**WORK TO BE COMPLETED**
Go over the data below and say how many lines hold the word "function". Only the number is needed.

##### MATERIAL TO PROCESS #####

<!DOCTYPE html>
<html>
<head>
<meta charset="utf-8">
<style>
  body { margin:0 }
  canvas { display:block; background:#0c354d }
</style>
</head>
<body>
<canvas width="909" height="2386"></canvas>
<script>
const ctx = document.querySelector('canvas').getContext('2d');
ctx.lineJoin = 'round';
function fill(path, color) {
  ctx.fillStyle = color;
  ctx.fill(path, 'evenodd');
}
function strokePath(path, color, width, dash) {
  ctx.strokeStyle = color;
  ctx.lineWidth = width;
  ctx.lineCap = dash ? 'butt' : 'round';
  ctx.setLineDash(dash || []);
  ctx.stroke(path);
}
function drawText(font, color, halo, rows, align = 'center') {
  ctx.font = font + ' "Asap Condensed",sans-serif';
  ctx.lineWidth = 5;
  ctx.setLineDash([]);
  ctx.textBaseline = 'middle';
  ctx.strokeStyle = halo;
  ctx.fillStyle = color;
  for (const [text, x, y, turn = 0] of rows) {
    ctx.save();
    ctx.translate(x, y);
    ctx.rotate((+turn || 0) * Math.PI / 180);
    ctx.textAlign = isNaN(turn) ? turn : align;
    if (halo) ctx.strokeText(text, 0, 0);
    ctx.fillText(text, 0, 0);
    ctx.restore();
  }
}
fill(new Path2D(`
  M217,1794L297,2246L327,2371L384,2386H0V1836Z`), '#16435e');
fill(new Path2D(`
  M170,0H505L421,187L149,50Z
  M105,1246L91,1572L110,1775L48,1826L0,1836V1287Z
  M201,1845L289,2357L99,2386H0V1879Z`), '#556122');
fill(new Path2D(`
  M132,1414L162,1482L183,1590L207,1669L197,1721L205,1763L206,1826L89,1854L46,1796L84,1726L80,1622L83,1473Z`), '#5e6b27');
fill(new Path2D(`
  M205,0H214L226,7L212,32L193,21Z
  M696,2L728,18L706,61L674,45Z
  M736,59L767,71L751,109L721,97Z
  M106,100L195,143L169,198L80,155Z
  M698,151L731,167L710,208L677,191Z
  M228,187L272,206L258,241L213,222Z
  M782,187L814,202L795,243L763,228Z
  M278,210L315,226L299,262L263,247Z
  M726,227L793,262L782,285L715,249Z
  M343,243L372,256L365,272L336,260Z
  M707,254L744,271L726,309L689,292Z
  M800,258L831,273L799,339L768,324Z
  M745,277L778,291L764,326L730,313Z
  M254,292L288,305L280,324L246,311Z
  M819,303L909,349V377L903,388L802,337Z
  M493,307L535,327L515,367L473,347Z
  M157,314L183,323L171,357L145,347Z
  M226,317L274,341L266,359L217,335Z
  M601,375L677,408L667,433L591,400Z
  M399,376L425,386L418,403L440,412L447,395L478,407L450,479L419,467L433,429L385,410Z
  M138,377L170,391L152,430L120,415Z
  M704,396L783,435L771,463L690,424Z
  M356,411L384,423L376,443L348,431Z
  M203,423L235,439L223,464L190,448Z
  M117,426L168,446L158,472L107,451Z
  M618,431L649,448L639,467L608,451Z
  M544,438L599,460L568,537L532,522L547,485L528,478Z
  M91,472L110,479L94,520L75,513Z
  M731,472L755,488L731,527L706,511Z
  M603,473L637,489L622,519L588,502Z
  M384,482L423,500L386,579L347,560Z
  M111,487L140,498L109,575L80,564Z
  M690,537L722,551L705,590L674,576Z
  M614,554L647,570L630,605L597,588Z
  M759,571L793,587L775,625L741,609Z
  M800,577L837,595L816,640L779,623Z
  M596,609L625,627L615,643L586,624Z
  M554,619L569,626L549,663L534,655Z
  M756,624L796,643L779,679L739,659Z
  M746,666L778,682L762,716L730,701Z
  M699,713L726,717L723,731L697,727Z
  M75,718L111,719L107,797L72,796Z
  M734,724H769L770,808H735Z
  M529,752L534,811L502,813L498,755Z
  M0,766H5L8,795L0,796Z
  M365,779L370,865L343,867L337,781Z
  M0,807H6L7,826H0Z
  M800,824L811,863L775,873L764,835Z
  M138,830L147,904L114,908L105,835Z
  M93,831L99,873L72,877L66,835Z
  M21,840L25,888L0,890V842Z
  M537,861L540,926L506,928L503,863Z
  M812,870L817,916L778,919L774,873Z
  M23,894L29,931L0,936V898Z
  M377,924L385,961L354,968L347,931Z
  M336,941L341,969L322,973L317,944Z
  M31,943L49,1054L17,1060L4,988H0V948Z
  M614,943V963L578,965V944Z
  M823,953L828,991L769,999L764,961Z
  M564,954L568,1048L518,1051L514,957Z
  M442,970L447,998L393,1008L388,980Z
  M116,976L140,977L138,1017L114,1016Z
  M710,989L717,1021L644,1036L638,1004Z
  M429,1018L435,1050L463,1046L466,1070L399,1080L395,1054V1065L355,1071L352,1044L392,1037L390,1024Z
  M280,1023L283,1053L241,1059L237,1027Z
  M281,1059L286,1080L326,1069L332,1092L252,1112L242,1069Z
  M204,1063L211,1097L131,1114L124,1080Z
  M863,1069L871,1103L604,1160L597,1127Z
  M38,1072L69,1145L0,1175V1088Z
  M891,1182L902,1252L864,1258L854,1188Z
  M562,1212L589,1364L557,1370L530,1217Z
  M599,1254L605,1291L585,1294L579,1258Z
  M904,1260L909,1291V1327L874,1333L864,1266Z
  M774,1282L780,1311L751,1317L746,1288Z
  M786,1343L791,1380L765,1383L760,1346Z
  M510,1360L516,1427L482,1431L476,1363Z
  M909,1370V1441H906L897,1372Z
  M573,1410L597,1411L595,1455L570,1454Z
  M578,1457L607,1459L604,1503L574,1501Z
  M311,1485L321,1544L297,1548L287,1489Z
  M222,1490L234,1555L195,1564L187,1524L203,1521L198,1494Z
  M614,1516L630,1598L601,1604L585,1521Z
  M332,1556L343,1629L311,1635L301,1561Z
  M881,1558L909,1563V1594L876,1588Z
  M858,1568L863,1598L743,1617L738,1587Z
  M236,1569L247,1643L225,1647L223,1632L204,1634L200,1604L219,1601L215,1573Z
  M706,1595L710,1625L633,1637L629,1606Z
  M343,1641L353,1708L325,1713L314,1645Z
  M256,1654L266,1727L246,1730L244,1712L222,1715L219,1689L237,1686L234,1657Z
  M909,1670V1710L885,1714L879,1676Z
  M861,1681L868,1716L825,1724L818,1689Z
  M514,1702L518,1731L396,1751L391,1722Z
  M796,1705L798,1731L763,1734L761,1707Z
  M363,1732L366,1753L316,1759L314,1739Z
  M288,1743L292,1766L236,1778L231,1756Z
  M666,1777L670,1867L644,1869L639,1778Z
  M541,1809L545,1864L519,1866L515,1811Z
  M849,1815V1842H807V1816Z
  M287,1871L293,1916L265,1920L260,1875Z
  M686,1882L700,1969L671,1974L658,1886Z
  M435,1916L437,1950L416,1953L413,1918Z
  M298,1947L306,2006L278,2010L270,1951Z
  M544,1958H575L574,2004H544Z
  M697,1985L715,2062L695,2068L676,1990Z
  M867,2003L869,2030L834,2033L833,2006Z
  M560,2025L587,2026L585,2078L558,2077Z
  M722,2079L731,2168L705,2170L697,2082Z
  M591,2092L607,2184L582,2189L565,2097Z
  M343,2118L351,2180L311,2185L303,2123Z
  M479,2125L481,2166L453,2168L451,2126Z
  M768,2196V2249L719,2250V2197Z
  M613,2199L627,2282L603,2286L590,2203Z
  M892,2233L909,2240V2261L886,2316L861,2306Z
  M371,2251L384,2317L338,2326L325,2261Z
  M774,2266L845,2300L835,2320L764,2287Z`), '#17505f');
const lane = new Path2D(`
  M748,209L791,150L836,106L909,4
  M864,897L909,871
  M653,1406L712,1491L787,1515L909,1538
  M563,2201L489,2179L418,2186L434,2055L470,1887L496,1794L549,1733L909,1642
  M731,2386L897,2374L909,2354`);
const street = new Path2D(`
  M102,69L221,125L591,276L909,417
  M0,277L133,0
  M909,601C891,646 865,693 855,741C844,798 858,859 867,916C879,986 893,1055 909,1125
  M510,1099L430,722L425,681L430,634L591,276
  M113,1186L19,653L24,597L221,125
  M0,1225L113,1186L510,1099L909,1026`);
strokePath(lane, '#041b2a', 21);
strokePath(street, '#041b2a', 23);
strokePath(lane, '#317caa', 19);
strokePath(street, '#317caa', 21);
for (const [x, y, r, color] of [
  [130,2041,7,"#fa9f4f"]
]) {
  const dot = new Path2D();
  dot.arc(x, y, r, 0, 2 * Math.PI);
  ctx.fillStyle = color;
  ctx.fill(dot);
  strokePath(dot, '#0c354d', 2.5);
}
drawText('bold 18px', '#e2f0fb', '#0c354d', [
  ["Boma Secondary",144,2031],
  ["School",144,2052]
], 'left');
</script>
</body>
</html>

#####

**ANSWER TO THE PROBLEM**
3